◆ Problem statement
Exactly the lines from the start of the data through the line containing "height:6px; margin:-3px; padding:0" should be output, with both ends kept and nothing added.

Stored records:
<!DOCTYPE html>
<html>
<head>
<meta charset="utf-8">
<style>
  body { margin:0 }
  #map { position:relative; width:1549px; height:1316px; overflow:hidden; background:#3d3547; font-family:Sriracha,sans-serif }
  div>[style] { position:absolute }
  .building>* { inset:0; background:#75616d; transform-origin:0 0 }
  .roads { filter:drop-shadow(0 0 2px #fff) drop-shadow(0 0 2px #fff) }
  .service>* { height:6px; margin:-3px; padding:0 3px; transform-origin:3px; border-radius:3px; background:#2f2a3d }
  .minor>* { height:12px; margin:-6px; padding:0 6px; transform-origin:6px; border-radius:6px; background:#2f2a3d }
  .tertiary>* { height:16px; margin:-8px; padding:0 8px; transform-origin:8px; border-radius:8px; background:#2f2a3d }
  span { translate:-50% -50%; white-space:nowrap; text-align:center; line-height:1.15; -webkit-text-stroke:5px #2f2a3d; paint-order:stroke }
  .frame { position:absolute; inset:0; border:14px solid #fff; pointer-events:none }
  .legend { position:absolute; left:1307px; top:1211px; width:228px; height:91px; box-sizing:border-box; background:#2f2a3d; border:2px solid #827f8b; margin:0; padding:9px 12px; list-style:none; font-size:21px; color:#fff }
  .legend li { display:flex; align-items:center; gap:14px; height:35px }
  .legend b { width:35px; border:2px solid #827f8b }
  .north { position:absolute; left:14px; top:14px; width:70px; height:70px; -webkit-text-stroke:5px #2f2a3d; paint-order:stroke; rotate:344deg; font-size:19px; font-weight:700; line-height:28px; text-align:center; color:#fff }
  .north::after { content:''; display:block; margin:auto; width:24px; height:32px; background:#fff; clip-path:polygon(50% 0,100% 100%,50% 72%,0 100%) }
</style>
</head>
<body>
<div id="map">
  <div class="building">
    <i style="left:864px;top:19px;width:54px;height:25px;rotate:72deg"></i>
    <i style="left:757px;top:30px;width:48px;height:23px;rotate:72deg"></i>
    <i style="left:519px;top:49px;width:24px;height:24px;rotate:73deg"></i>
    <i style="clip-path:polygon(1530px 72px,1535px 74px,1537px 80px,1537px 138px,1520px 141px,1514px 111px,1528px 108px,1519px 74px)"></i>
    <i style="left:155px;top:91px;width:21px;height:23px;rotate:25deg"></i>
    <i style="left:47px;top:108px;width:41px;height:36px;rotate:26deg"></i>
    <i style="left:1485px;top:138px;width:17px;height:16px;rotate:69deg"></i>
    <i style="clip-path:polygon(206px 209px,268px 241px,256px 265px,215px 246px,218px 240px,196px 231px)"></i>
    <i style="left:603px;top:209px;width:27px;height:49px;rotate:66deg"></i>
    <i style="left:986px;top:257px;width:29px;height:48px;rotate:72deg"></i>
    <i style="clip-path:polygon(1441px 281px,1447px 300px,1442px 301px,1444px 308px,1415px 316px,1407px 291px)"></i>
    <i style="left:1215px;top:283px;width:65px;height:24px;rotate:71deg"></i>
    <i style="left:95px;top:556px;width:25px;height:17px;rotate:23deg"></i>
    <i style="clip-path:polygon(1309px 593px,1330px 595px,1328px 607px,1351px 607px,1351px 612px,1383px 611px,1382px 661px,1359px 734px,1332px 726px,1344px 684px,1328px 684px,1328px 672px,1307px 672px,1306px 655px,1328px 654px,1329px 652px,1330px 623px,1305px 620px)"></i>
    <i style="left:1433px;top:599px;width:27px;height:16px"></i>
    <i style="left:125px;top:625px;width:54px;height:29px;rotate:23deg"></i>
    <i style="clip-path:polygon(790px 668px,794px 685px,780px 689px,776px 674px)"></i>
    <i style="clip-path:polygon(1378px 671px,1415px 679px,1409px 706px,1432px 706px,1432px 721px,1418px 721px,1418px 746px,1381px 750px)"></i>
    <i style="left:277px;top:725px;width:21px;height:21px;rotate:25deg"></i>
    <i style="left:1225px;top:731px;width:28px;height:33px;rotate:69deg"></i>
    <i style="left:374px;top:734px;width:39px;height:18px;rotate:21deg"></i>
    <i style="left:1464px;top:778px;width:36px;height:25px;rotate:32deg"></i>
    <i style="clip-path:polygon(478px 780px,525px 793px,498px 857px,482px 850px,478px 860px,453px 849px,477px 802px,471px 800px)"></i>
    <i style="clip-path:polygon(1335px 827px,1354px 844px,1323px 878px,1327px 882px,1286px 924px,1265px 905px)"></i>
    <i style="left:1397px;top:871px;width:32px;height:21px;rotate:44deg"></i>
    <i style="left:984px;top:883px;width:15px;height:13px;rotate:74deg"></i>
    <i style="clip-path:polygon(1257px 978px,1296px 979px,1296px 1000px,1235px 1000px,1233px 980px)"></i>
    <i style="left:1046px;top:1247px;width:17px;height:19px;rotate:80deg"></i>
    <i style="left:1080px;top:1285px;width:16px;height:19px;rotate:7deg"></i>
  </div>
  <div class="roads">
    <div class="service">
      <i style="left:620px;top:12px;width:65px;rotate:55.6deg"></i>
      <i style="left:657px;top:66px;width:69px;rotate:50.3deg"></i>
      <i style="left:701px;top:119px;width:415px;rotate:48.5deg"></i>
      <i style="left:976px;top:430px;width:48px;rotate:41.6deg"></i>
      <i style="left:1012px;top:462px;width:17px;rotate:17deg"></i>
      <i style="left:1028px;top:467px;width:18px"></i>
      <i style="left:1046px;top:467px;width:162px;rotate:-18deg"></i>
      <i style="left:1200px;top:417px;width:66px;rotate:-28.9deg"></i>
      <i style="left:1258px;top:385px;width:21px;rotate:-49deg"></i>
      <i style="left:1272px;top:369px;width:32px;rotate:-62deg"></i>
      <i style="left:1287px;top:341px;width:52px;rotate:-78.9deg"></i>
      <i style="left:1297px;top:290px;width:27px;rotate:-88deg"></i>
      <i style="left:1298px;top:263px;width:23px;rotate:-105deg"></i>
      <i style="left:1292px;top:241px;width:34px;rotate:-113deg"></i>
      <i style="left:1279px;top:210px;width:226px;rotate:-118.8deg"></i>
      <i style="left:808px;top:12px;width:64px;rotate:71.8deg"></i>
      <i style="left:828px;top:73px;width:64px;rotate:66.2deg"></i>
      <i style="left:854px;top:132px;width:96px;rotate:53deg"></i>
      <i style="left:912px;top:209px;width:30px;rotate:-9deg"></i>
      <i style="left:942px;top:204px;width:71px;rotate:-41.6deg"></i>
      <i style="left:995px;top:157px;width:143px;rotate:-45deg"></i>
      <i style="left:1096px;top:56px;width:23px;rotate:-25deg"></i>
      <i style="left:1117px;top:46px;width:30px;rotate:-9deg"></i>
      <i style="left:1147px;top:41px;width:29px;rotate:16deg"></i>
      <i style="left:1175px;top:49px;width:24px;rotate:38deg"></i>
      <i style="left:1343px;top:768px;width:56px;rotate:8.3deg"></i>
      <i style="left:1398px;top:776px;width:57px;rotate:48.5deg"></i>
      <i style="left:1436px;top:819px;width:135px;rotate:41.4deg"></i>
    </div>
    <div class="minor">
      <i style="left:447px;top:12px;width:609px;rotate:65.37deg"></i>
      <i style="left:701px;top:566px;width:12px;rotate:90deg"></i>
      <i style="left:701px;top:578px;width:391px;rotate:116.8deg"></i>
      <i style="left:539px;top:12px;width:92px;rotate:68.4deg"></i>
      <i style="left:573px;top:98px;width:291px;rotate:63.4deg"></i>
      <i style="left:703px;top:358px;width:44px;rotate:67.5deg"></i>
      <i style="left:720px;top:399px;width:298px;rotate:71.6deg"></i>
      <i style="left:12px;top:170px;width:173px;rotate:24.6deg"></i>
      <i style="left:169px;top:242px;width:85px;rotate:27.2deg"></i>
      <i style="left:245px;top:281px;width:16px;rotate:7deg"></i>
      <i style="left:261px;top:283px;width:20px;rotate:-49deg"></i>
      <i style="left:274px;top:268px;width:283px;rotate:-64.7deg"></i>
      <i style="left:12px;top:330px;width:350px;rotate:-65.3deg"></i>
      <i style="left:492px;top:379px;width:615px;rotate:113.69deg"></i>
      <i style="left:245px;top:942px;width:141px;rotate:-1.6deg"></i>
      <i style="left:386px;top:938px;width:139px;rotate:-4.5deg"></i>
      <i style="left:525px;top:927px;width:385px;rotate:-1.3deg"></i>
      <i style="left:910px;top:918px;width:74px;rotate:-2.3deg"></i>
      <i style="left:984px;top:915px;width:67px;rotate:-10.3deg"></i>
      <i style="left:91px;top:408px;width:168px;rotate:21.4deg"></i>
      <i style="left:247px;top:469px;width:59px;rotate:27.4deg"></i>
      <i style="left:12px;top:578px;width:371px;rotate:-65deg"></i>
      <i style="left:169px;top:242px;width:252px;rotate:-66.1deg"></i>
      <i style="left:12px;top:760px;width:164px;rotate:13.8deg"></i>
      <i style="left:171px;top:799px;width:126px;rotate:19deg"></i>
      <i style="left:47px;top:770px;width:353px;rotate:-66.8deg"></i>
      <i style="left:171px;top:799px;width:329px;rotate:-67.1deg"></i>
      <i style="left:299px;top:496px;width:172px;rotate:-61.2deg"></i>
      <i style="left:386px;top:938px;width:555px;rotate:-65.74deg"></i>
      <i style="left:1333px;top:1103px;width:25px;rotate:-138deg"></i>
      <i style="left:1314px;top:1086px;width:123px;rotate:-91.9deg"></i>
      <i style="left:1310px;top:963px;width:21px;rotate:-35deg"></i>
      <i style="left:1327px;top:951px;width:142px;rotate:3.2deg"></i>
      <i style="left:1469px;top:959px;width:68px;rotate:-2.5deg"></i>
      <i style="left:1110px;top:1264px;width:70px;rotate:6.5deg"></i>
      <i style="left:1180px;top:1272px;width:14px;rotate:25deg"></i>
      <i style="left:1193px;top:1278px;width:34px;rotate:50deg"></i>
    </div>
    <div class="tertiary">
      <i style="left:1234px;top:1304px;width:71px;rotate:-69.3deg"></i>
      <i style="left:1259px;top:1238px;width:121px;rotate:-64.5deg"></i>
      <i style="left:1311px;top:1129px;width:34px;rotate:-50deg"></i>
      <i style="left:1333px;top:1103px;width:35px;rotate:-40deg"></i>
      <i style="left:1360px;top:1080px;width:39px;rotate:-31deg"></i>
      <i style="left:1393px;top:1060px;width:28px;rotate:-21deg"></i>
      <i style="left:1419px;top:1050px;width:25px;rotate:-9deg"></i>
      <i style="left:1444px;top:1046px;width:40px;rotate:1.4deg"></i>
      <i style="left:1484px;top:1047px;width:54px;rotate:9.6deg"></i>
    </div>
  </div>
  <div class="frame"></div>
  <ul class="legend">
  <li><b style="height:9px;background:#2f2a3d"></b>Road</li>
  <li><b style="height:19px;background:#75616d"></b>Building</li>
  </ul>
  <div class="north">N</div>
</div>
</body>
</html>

◆ Solution for this exercise
<!DOCTYPE html>
<html>
<head>
<meta charset="utf-8">
<style>
  body { margin:0 }
  #map { position:relative; width:1549px; height:1316px; overflow:hidden; background:#3d3547; font-family:Sriracha,sans-serif }
  div>[style] { position:absolute }
  .building>* { inset:0; background:#75616d; transform-origin:0 0 }
  .roads { filter:drop-shadow(0 0 2px #fff) drop-shadow(0 0 2px #fff) }
  .service>* { height:6px; margin:-3px; padding:0 3px; transform-origin:3px; border-radius:3px; background:#2f2a3d }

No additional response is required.